> **Exercise**
For every line in the records below that holds "auto", make a copy.

> **Record set**
*** Block opens ***

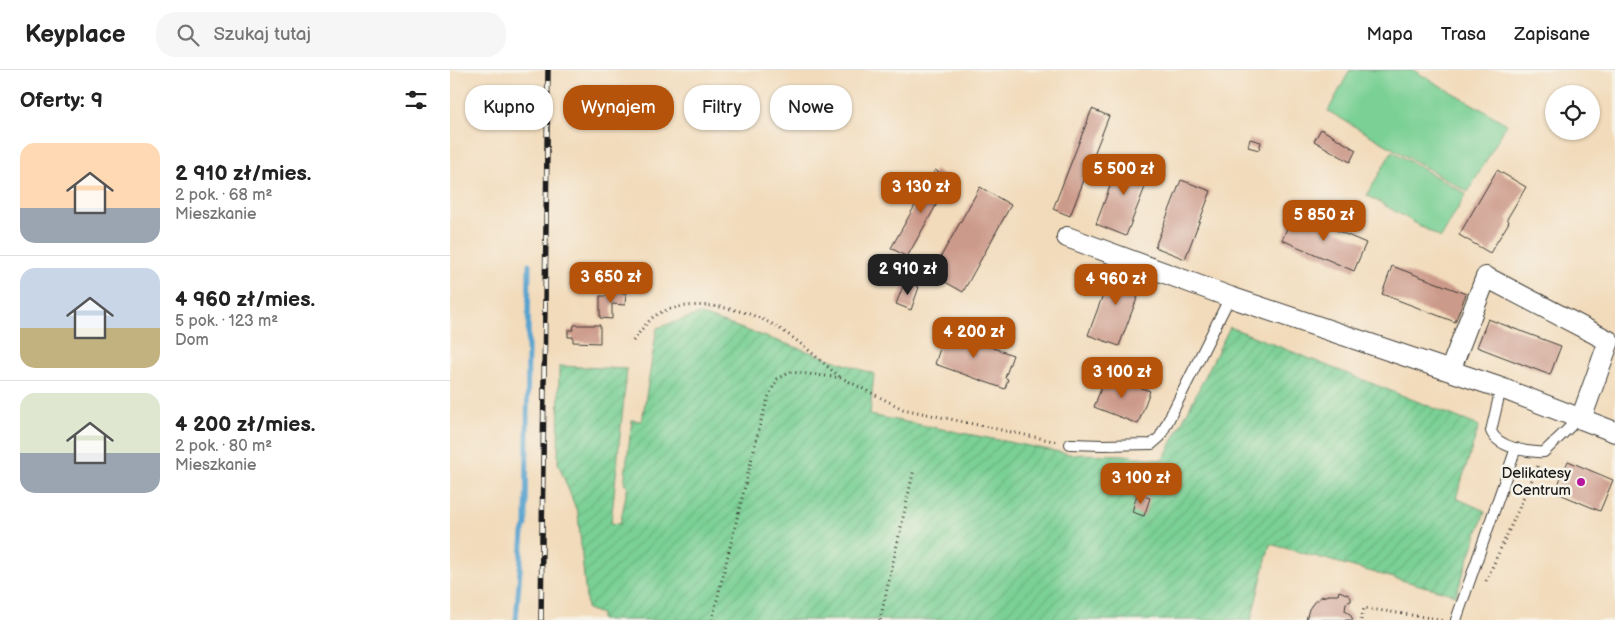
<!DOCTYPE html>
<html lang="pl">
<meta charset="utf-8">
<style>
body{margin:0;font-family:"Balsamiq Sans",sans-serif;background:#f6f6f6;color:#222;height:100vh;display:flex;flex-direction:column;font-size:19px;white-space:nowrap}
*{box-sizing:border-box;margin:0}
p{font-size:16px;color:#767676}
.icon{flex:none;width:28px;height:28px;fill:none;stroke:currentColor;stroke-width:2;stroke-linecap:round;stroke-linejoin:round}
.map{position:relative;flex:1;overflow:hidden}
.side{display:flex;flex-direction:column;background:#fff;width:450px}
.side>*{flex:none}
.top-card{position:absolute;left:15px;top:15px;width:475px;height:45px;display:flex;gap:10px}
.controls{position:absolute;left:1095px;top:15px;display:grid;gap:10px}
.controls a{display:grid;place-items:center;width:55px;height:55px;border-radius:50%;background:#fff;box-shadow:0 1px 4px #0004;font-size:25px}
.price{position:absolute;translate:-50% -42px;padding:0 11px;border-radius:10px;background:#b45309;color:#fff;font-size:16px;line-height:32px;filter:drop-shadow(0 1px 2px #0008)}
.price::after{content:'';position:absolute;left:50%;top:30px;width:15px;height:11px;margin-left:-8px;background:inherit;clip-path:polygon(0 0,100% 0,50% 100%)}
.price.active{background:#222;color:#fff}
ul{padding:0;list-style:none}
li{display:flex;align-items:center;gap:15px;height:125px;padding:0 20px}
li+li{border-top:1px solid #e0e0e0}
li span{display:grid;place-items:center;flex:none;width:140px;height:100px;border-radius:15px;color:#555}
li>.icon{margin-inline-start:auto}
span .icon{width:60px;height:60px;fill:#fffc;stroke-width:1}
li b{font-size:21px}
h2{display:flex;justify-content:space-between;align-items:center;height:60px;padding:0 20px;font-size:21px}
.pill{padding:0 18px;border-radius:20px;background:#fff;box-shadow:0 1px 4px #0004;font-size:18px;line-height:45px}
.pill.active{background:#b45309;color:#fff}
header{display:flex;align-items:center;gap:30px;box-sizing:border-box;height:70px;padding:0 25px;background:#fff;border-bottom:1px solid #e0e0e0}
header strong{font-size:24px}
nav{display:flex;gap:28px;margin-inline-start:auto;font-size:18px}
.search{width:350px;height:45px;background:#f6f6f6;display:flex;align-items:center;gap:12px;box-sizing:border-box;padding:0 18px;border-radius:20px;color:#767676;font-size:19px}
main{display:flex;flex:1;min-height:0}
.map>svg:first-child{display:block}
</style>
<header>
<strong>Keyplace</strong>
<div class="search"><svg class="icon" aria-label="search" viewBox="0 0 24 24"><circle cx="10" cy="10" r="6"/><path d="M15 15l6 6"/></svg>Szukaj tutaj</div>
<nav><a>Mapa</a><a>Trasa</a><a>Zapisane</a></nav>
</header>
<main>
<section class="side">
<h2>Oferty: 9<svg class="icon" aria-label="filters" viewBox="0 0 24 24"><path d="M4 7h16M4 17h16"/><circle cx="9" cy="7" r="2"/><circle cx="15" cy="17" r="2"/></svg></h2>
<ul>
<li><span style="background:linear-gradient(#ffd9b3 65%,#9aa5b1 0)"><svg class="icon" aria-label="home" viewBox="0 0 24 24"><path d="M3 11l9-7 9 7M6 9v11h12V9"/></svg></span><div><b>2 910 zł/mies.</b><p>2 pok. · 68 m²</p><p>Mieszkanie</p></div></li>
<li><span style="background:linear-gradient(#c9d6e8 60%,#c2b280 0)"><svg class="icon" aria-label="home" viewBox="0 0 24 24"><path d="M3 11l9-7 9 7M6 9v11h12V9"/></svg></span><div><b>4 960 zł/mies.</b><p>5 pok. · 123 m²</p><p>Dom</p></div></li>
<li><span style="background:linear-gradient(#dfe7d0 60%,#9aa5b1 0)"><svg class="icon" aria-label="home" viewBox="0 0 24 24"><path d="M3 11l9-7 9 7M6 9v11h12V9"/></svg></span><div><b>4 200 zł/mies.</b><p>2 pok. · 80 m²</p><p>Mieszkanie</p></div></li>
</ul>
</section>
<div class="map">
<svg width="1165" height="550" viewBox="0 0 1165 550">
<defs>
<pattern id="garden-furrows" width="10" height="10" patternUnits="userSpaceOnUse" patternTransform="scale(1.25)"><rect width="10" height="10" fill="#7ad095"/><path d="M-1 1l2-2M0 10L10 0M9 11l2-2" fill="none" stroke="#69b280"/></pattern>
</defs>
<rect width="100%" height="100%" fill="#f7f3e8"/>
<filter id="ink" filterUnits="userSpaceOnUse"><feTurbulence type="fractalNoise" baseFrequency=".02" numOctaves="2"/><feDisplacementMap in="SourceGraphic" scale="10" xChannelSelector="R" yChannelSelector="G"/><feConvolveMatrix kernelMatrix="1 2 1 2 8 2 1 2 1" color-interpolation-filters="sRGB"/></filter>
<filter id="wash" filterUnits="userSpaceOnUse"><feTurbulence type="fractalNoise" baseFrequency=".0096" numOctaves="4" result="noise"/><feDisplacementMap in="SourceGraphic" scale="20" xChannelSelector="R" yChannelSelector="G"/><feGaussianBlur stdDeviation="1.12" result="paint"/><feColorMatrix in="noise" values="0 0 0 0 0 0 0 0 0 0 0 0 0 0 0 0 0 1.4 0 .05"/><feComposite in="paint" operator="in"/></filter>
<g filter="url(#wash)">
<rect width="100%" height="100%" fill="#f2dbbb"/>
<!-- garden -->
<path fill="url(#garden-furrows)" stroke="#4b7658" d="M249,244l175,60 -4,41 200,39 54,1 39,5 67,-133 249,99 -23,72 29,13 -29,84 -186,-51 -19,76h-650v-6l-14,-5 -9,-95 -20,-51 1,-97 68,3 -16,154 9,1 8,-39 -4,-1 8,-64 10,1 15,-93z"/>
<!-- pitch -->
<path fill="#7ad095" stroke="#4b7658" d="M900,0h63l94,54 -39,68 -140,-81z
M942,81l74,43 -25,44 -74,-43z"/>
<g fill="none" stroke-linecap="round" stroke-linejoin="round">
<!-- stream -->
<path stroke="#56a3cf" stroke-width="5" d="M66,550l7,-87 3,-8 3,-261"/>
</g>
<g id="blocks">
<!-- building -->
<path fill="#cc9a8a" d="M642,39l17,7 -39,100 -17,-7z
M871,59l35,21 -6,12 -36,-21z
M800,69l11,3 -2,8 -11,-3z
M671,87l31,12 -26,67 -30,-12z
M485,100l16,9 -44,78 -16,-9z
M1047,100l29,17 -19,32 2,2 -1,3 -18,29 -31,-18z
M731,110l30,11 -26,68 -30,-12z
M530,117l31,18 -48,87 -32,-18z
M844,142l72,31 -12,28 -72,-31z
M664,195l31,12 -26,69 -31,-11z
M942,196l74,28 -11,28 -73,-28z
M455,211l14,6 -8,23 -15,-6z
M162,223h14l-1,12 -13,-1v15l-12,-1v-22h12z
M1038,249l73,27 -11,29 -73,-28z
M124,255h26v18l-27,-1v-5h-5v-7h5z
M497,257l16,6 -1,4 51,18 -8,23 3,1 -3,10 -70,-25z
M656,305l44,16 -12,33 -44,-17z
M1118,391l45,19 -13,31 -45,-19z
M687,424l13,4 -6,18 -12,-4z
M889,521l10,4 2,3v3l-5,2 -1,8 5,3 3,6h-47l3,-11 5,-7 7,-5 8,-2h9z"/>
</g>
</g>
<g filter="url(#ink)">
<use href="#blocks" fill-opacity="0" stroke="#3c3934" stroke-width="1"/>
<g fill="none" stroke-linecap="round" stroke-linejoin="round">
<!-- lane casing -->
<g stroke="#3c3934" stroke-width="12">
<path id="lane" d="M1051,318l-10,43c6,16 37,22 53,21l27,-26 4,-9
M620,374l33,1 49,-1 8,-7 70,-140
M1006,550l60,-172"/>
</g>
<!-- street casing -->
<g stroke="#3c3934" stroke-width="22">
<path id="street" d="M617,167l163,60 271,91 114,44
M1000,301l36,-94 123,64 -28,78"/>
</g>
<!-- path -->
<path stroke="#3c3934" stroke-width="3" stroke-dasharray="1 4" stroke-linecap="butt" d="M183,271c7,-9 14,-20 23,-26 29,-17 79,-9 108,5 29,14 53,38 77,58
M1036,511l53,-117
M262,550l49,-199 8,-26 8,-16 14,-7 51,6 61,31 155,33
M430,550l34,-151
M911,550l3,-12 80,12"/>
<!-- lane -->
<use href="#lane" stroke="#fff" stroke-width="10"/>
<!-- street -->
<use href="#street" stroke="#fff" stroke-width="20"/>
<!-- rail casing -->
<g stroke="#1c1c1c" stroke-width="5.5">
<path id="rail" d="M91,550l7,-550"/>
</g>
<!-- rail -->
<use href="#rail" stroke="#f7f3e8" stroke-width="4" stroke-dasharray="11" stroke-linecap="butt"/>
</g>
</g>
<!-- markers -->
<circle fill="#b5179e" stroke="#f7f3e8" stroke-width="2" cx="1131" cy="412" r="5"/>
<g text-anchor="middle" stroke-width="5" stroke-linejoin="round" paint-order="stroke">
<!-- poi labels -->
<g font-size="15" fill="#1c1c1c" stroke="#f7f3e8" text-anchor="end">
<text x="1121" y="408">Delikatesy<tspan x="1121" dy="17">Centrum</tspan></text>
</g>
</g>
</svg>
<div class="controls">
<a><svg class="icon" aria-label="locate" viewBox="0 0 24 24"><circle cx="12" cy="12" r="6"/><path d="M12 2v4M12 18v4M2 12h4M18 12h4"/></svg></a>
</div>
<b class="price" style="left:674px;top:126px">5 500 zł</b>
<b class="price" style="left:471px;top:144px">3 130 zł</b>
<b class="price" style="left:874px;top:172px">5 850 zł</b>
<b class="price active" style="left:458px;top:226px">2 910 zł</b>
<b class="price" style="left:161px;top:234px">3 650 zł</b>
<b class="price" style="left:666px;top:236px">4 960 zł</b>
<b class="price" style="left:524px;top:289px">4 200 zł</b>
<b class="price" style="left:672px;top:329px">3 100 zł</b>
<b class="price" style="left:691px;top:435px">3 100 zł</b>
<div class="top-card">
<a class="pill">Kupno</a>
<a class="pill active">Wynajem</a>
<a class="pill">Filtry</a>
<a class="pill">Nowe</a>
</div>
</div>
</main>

*** Block closes ***

> **Task result**
li>.icon{margin-inline-start:auto}
nav{display:flex;gap:28px;margin-inline-start:auto;font-size:18px}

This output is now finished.